Taxes, of course, can often be watched on the horizon and anticipated, especially if it’s a big wave. You know you are retiring in November and you have built up huge pep time, vacation etc. You’re going to have almost a year’s salary and then 6 more months paid at the end. Big wave coming. You’re an executive with stock options coming due this year and the company stock is up nicely. Big wave coming. Your father has been in hospice for five months and end of days is near. You’re an only child and dad has a lot of net worth. Big wave coming (and sympathies about your dad). You’re a landlord and you are listing a property you’ve had for quite some time for sale. Big wave coming. You get the idea.
Why is it that Americans are so bad at tax planning? I believe that most people see the wave, but haven’t been told to paddle hard, have fear of the IRS, have lazy or reactive (not proactive) accountants, are misinformed…lots of reasons. Do you agree? Great. So here is what you do when a wave is coming. PADDLE! What does that mean? Go sit down with a tax planner. Delaying retirement from November to January means that the big bonus from the pep time payout falls in a new tax year. You can still leave work on your vacation pay. You might have to go back to work for one day in January, but you’ll save the entire price of a mobile home in Florida in taxation for spreading the income over out two years!

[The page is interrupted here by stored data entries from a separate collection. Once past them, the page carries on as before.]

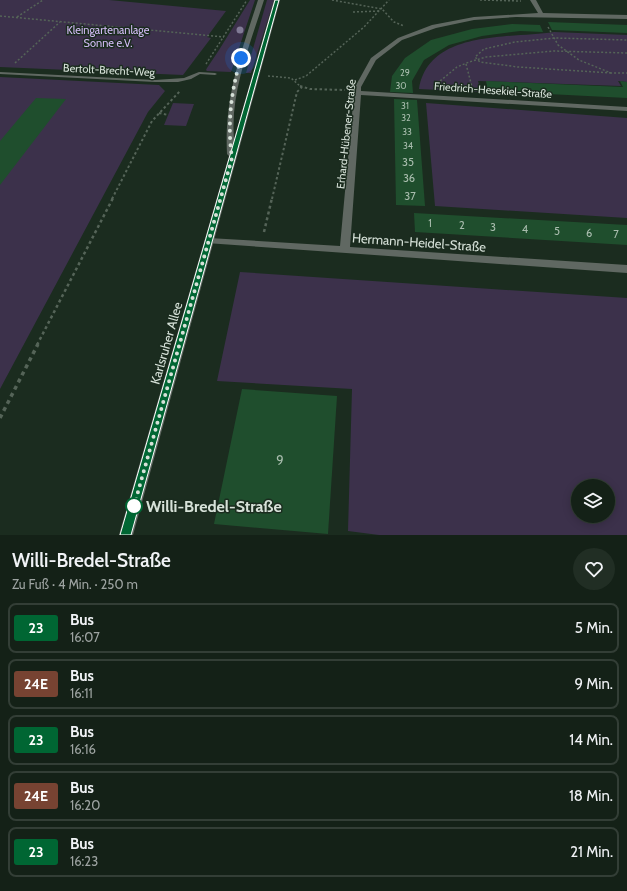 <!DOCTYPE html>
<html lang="de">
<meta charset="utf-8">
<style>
body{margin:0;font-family:Cabin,sans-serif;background:#212e24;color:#f1f3f6;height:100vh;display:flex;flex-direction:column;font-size:15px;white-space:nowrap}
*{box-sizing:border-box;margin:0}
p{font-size:13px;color:#9da3a1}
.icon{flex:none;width:22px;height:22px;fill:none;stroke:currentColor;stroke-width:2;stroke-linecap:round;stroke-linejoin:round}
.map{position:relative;height:535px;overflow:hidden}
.drawer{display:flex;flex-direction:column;background:#142117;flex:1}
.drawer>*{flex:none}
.badge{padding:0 8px;border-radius:3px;font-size:14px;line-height:26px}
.buttons{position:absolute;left:571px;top:479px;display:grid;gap:8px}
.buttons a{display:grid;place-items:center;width:44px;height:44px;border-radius:50%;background:#142117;box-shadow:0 2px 10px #0003,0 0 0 1px #333e36;font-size:20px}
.you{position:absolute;width:20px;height:20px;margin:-10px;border:3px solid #fff;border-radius:50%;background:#1a73e8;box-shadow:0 0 0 6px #1a73e833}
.map>.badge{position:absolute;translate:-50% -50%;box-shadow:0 0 0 2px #fff}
.round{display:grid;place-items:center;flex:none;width:42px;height:42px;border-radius:21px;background:#212e24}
.headline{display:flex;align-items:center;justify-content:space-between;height:68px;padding:0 12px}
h1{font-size:19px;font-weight:600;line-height:30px}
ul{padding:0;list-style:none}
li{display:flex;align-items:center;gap:12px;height:50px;margin:0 8px 6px;padding:0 4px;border:2px solid #333e36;border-radius:8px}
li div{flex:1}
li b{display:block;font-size:15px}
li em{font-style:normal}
li .badge{min-width:44px;font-weight:700;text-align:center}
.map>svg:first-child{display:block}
</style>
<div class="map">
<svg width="627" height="535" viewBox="0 0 627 535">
<rect width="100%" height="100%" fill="#1b2c1f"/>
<g fill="#3c314b" fill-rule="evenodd">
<path d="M0 0H109L226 11 207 37 211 38 183 75 0 67Z"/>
<path d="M250 0H255L231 72 207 71 206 70 207 68 219 50Z"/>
<path d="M267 0H274L251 73H246Z"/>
<path d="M554 32 627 35V82L618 81 621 86 478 81 481 92 419 89C429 29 510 39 554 32Z"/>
<path d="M0 77 159 85 165 91 148 112 0 389Z"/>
<path d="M173 103 194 104 186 126 164 125Z"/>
<path d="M426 103 627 118V218L435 206Z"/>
<path d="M240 272 627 298V535H379L348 531 352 389 217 381ZM578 486H608V516H578Z"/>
</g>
<g fill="#1f4e2d">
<path d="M548 22 627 25V33L552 30Z"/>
<path d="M512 24 540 25 543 32 520 31 482 36 449 45 424 60 412 81 413 93 390 92 392 76 405 58 431 40 472 29Z"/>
<path d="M486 81 623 87 620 81 627 82V98L488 91Z"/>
<path d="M36 98 66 99 0 185V141Z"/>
<path d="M394 99 417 100 425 206 396 205Z"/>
<path d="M414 213 627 225V245L415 232Z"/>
<path d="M242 389 337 396 328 534 214 524Z"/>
</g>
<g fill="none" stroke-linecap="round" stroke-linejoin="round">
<g stroke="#556458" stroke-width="1.5" stroke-dasharray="2 2" stroke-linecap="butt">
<path d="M332 0 382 9 394 22 404 26"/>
<path d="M480 0 521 1"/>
<path d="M353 12 380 11"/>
<path d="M0 16 224 37"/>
<path d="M17 17 43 0"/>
<path d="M548 27 558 45 579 60 611 73H627"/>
<path d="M15 63 60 22"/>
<path d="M206 64 247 0"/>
<path d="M466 64 472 87"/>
<path d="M611 73 518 67 480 62 475 57 484 49 515 42 555 38 627 40"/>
<path d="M268 76 291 78 301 87"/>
<path d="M295 80 306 76 364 27 389 0"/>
<path d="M434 86 457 67 469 62 486 57 554 51 627 53"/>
</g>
<g stroke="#556458" stroke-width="2" stroke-dasharray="2.5 2.5" stroke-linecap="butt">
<path d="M300 86 310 89 345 90"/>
<path d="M471 86 472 88"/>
<path d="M159 113 168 115"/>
<path d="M112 199 152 121 180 91"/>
<path d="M272 199 297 92 302 87"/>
</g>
<g stroke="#556458" stroke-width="2.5" stroke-dasharray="3 3" stroke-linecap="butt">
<path d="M264 232 272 198"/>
<path d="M37 345 113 198"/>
</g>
<path stroke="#556458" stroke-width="3.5" stroke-dasharray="4 4" stroke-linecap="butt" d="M0 418 38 344"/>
<path fill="#606862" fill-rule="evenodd" d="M0 72 155 80 184 78 199 72 215 73 217 74 215 75 200 74 191 79 178 82H155L0 74Z"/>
<path fill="#606862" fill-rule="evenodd" d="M530 0H536L543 13 627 15V19L516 17 474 20 436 28 402 40 376 60 361 87V91L627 107V111L361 95 350 247 627 265V273L206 243 204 241 209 238 340 246 354 93 355 87 371 58 398 38 432 25 474 17 538 13Z"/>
<path fill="#606862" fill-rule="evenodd" d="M258 0H264C250 45 230 92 234 139L274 0H280L133 535H119L229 156 227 154C224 97 241 53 258 0Z"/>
</g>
<circle fill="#817b96" cx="240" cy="30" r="3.5"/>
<path fill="#063" stroke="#fff" d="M275 0H279L131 535H120Z"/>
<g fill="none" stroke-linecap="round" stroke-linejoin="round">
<path stroke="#d6e1d8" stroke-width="4" stroke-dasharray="0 7.2" d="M134 506 232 158C227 124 231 91 241 58"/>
</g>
<circle fill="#fff" stroke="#063" stroke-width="2" cx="134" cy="506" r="8"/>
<g text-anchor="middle" stroke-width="3" stroke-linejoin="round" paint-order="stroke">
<g font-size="9" fill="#a8bcad">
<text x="405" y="76">29</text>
<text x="401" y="89">30</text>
<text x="405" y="109">31</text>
<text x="406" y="121">32</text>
<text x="407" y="135">33</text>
<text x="408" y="149">34</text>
</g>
<g font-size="11" fill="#d4bcf7" stroke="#1b2c1f">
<text x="108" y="34">Kleingartenanlage<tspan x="108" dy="13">Sonne e.V.</tspan></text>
</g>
<g font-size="11" fill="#d6e1d8" stroke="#1b2c1f">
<text transform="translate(109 70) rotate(3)" y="4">Bertolt-Brecht-Weg</text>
<text transform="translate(493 90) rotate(4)" y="4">Friedrich-Hesekiel-Straße</text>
<text transform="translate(346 134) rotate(-84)" y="4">Erhard-Hübener-Straße</text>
</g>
<g font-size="11" fill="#a8bcad">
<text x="408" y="166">35</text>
<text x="409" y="182">36</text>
<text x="410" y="200">37</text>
<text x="430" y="227">1</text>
<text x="462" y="229">2</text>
<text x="493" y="231">3</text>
<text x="525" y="233">4</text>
<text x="557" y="235">5</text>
<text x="589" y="237">6</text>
<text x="616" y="238">7</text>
</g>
<g font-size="13" fill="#d6e1d8" stroke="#1b2c1f">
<text transform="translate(419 242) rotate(4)" y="5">Hermann-Heidel-Straße</text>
<text transform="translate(166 343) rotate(-74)" y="5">Karlsruher Allee</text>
</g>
<g font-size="13" fill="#a8bcad">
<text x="280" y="465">9</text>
</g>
<g font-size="16" font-weight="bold" fill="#d6e1d8" stroke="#1b2c1f" text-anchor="start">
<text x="146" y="512">Willi-Bredel-Straße</text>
</g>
</g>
</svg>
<div class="buttons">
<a><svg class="icon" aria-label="layers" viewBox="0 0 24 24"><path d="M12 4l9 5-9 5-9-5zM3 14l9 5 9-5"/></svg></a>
</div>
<div class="you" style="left:241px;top:58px"></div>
</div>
<section class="drawer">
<div class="headline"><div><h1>Willi-Bredel-Straße</h1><p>Zu Fuß · 4 Min. · 250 m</p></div><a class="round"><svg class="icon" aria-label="heart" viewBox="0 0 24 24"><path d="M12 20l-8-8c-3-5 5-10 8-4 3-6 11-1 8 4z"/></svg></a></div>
<ul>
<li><span class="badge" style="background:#063;color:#fff">23</span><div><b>Bus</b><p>16:07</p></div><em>5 Min.</em></li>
<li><span class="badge" style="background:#774332;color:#fff">24E</span><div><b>Bus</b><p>16:11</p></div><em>9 Min.</em></li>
<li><span class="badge" style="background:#063;color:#fff">23</span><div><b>Bus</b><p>16:16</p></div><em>14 Min.</em></li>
<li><span class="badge" style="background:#774332;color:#fff">24E</span><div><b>Bus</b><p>16:20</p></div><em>18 Min.</em></li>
<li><span class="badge" style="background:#063;color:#fff">23</span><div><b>Bus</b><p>16:23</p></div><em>21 Min.</em></li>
</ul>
</section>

Stock options can be offset with tax credits you get by doing things the IRS will reward you for. Convert your home to solar and give the extra tax you were about to pay the IRS to yourself with a lifetime of energy savings in retirement.

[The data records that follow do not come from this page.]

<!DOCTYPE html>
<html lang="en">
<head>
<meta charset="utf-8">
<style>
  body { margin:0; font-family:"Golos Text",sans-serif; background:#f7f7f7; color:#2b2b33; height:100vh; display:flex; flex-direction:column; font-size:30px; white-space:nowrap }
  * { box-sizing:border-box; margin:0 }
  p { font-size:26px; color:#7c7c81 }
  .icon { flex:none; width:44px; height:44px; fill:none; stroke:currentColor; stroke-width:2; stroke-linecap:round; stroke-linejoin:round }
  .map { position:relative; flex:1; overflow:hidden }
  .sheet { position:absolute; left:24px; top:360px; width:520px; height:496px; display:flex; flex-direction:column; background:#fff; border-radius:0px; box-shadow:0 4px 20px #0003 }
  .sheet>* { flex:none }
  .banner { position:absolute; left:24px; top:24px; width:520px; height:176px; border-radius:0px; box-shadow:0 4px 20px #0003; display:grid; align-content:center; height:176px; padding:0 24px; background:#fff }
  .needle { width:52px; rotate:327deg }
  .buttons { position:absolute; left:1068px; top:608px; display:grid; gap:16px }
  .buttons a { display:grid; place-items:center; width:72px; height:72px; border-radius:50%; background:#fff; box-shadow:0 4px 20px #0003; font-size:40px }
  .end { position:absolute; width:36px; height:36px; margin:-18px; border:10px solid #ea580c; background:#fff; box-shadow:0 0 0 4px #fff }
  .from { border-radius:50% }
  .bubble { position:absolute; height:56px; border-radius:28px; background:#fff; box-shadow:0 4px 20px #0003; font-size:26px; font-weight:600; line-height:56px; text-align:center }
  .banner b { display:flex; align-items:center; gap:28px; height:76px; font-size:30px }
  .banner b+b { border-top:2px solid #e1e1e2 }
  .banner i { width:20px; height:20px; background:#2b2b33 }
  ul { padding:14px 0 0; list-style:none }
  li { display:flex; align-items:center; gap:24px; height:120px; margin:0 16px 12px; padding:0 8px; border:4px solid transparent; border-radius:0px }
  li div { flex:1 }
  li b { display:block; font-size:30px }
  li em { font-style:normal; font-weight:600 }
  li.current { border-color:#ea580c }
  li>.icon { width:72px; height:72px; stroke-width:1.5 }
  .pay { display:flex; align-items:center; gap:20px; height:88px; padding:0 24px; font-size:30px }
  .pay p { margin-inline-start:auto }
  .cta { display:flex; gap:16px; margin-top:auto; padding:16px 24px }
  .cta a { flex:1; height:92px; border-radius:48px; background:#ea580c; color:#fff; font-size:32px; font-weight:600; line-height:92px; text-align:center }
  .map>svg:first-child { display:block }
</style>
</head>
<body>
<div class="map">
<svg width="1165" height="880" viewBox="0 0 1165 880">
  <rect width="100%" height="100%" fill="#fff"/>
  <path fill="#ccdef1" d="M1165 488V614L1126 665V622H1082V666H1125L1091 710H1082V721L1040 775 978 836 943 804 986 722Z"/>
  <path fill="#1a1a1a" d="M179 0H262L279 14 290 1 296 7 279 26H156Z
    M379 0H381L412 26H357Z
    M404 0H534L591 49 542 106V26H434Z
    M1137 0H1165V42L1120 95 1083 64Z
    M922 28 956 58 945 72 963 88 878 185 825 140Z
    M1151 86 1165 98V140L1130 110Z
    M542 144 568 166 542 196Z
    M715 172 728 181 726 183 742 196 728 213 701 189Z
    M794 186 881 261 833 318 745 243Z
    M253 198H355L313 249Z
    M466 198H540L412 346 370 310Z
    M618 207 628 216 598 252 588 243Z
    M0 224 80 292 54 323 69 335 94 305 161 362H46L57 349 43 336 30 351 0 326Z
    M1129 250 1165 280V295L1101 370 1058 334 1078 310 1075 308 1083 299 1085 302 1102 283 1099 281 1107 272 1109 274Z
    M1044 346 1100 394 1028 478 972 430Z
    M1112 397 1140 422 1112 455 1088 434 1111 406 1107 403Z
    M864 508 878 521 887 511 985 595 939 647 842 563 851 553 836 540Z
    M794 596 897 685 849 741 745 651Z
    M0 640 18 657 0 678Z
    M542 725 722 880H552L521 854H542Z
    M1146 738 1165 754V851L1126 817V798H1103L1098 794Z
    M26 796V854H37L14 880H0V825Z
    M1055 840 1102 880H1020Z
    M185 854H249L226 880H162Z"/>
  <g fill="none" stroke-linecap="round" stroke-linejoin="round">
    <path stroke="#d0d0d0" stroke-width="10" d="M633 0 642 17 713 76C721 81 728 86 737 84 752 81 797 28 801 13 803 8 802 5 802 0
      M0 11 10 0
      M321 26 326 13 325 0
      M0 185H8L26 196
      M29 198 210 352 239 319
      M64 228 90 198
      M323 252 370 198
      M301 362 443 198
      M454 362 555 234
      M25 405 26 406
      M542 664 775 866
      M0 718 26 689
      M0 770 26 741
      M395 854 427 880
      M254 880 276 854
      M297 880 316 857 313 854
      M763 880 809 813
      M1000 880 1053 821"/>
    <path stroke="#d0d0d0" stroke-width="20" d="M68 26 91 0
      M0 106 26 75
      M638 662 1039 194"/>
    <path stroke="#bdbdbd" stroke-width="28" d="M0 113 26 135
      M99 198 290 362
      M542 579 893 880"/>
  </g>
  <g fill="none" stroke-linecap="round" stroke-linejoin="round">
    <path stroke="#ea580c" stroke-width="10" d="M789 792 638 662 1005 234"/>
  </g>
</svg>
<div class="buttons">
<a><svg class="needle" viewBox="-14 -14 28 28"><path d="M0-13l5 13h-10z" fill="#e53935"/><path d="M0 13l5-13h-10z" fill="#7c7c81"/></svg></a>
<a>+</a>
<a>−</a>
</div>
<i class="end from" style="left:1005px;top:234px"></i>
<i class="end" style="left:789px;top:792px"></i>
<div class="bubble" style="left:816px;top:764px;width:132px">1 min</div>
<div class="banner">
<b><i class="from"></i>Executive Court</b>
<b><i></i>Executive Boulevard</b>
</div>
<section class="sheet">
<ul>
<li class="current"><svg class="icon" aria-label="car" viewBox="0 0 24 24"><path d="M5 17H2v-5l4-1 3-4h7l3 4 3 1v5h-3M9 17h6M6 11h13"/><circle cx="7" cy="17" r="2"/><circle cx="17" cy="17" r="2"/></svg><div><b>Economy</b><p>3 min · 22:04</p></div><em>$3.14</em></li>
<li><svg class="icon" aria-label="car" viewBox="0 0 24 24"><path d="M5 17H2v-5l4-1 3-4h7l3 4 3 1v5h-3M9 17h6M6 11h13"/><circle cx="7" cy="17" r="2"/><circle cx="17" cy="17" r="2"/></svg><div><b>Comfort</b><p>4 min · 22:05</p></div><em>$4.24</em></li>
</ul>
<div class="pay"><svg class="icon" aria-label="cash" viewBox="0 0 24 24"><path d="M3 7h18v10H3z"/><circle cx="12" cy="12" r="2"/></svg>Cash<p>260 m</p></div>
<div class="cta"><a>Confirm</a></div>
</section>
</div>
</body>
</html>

If Dad is about to leave you a big IRA, take what you can up to the 22% bracket and “refuse the rest” so the balance goes to his contingent beneficiaries, his four grandchildren…your four kids, who are in college or about to be, and whom you were supporting anyway. They are in a much lower tax bracket, and you keep what you were about to give them in your pocket and pay no tax.
About to sell your rental property? Hire a licensed intermediary and do an IRS Code 1031 exchange. You’ll make your profit and pay zero tax at the sale instead of 25% recapture and as high as 20% capital gains tax. Our point is that all of these things take time to be educated on, evaluate, get paperwork done, do forward forecasting tax returns to see the outcomes, perhaps tweak the plan or add a second tax planning action. But whatever the tax burden coming, something can almost always be done. All you have to do is look for the wave and PADDLE. Most accountants are not proactive, they are reactive. They report the on the past. Go find yourself a tax planner…very different than a tax preparer. Put their number in your phone. When you first see the wave forming, dial their number. Don’t wait until the wave is cresting over your head.